After van Voorst ran 211,000 steps of training, the Elvis AI voice model was ready for action. Next, van Voorst shared the model with others online.
There I Ruined It creator Dustin Ballard downloaded the Elvis vocal model—people frequently share them through Discord communities of like-minded voice-cloning hobbyists—and his part of the work began.
To craft the song, Ballard opened a conventional music workstation app, such as
Pro Tools, and imported an instrumental backing track for the Elvis hit
Don't Be Cruel, played by human musicians. Next, Ballard sang the lyrics of
Baby Got Back to the tune of
Don't Be Cruel, recording his performance. He repeated the same with any backing vocals in the song. Next, he ran his recorded vocals through van Voorst's Elvis AI model using so-vits-svc, making them sound like Elvis singing them instead.
To make the song sound authentic and as close to the original record as possible, van Voorst said, it's best to not make any use of modern techniques like pitch correction or time stretching. "Phrasing and timing the vocal during recording is the best way to make sure it sounds natural," he said, pointing out some telltale signs in the
Baby Got Back AI song. "I hear some remnants of a time stretching feature being used on the word 'sprung' and a little bit of pitch correction, but otherwise it sounds very natural."
Ballard then imported the Elvis-style vocals into Pro Tools, replacing his original guide vocals and lining them up with the instrumental backing track. After mixing, the new AI-augmented song was complete, and he documented it in YouTube and TikTok videos.
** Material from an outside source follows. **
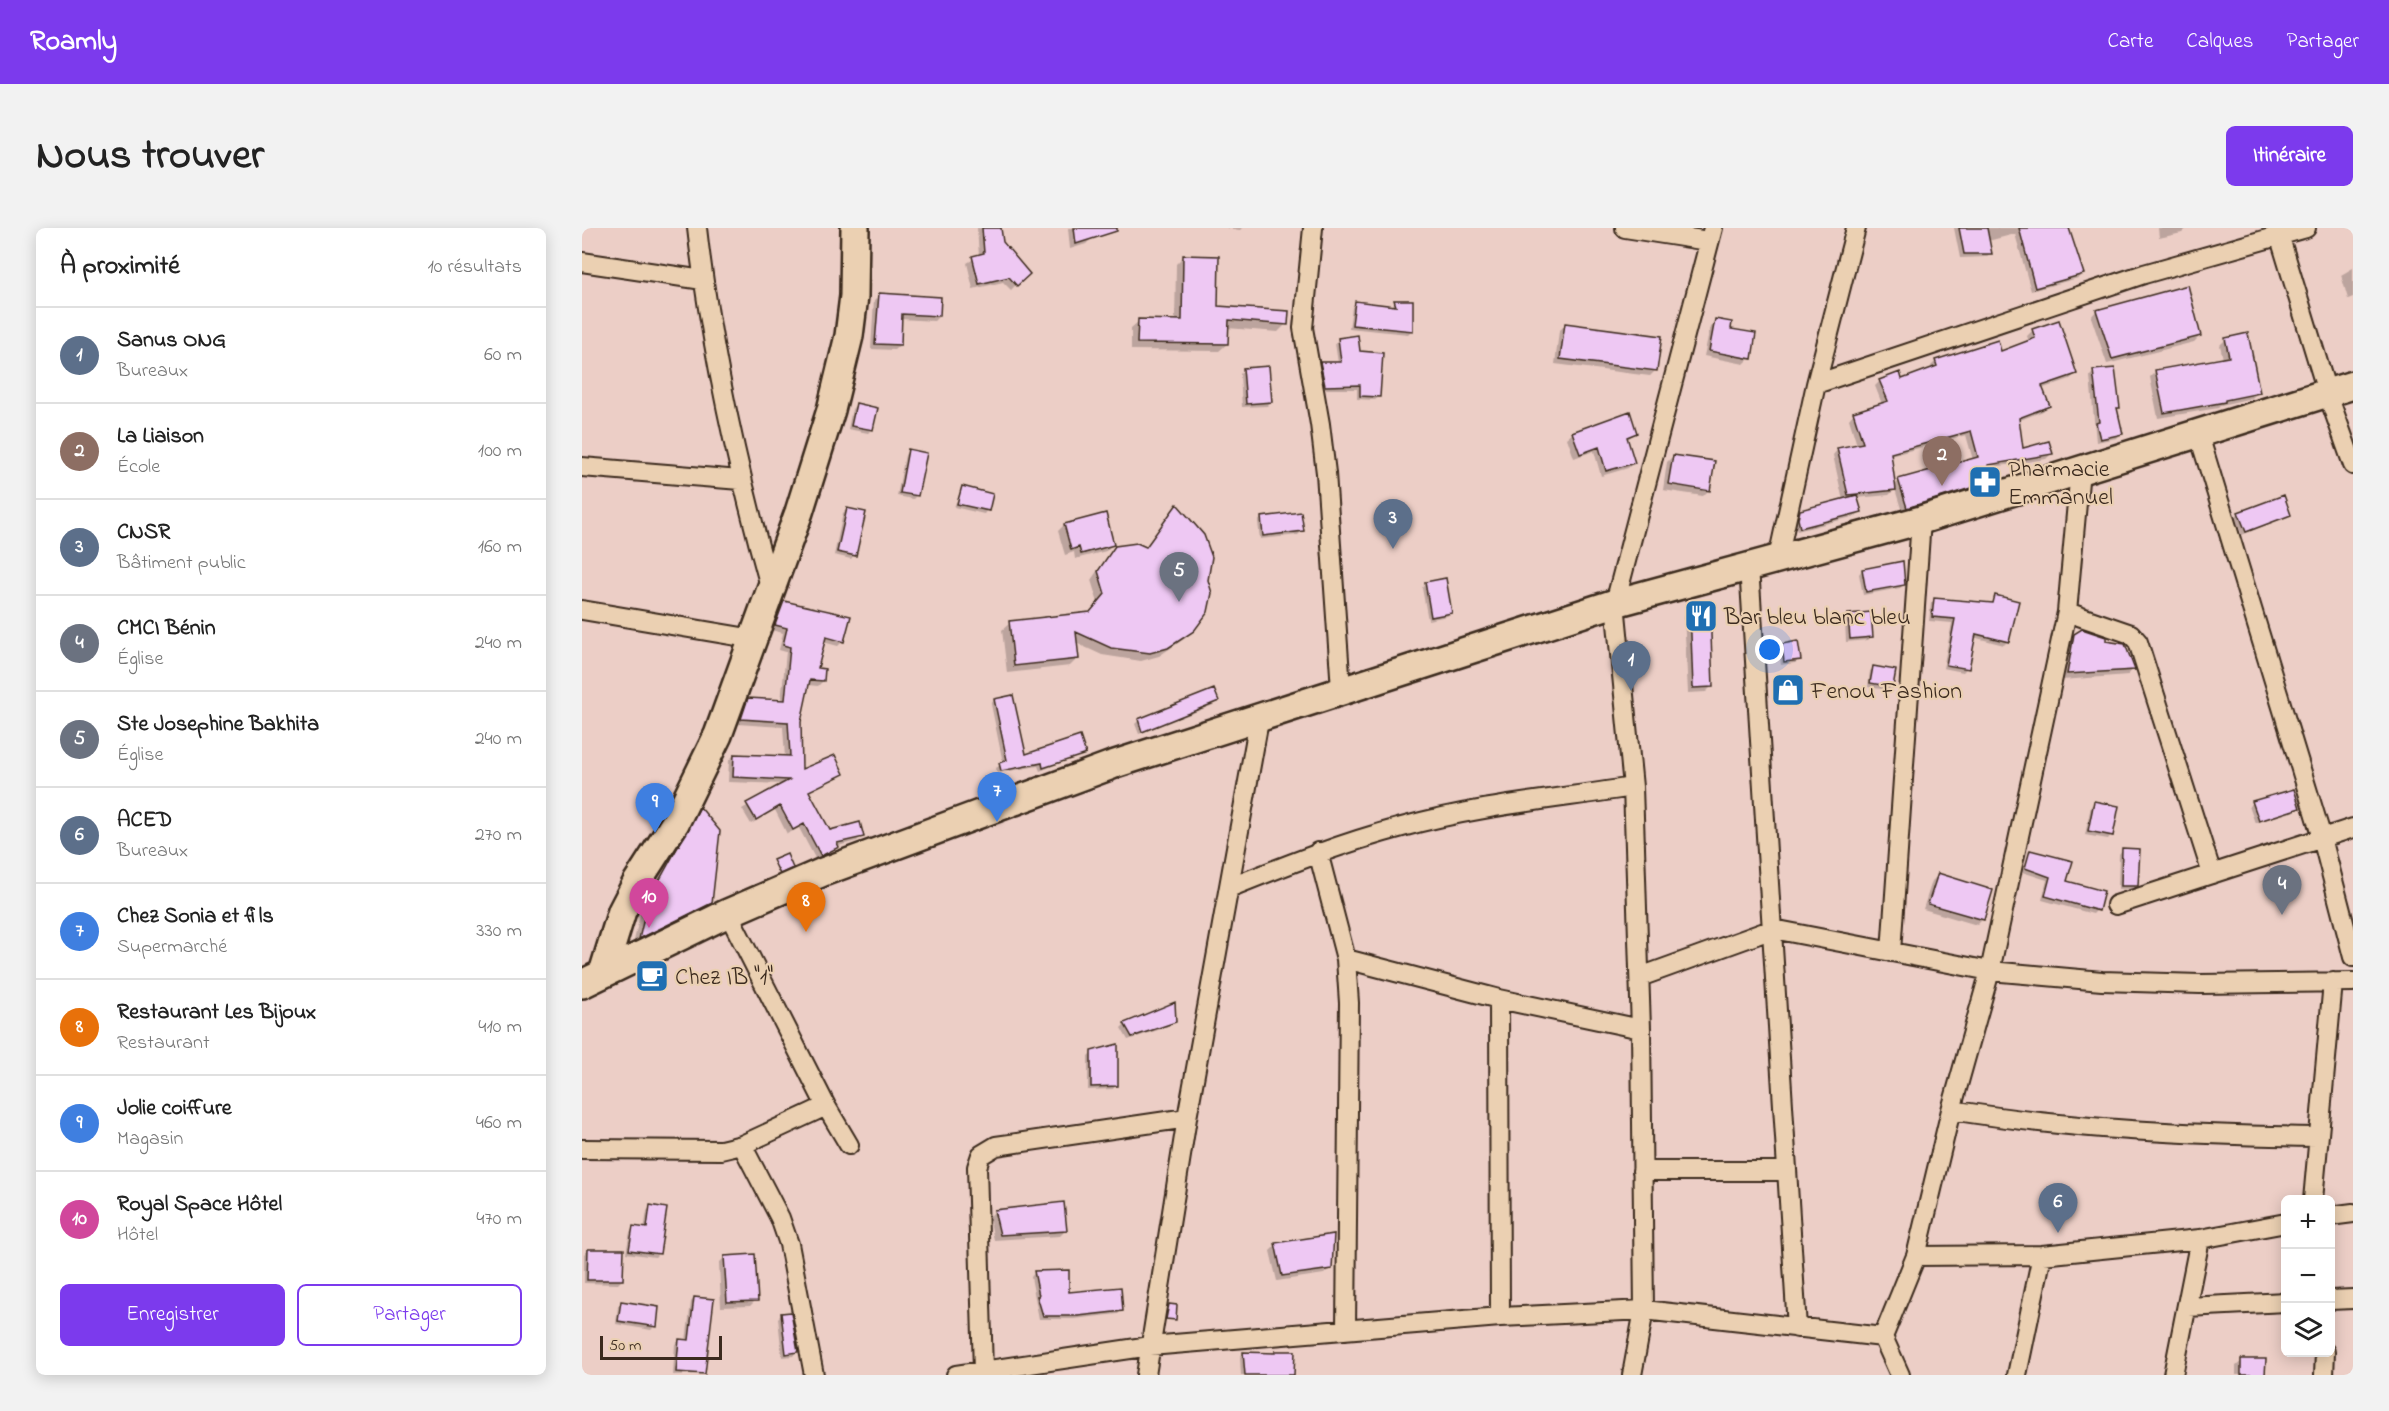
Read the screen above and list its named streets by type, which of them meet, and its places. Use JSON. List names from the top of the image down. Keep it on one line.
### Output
{"places":{"pharmacy":["Pharmacie Emmanuel"],"restaurant":["Bar bleu blanc bleu"],"shop":["Fenou Fashion"],"cafe":["Chez IB \"1\""]},"scale_bar":"50 m","page":{"header":"Roamly","nav":["Carte","Calques","Partager"],"title":"Nous trouver","buttons":["Itinéraire",["Enregistrer","Partager"]],"heading":["À proximité","10 résultats"],"list":[{"mark":"1","name":"Sanus ONG","note":"Bureaux","value":"60 m"},{"mark":"2","name":"La Liaison","note":"École","value":"100 m"},{"mark":"3","name":"CNSR","note":"Bâtiment public","value":"160 m"},{"mark":"4","name":"CMCI Bénin","note":"Église","value":"240 m"},{"mark":"5","name":"Ste Josephine Bakhita","note":"Église","value":"240 m"},{"mark":"6","name":"ACED","note":"Bureaux","value":"270 m"},{"mark":"7","name":"Chez Sonia et fils","note":"Supermarché","value":"330 m"},{"mark":"8","name":"Restaurant Les Bijoux","note":"Restaurant","value":"410 m"},{"mark":"9","name":"Jolie coiffure","note":"Magasin","value":"460 m"},{"mark":"10","name":"Royal Space Hôtel","note":"Hôtel","value":"470 m"}],"pins":["2","3","5","1","7","9","4","10","8","6"],"map_buttons":["+","−"],"scale":"50 m"}}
"At this moment, tools like these still require a lot of preparation and often come with a not so user-friendly installation process," said van Voorst, acknowledging the hoops necessary to jump through to make this kind of mash-up possible. But as technology progresses, we'll likely see easier-to-use solutions in the months and years ahead. For now, technically inclined musicians like Ballard who are willing to tinker with open source software have an edge when it comes to generating novel material using AI.
There I Ruined It makes Johnny Cash sing Barbie Girl lyrics.
In another recent showcase of this technology, a YouTube artist known as Dae Lims used a similar technique to
recreate a young Paul McCartney's voice, although the result arguably still sounds very artificial. He replaced the vocals of a 2018 song by McCartney,
I Don't Know, with his own, then converted them using a voice model of the young Beatle. The relatively high-quality results Ballard has achieved by comparison may partially come from his ability to imitate the vocal phrasing and mannerisms of Elvis, making so-vits-svc's job of transforming the vocals easier.
It seems that we're on the precipice of a new era in music, where AI can effectively mimic the voices of legendary artists. The implications of this tech are broad and
uncertain and touch copyright, trademark, and deep ethical issues. But for now, we can marvel at the horribly weird reality that, through the power of AI, we can hear Elvis sing about his anaconda—and it has nothing to do with the Jungle Room.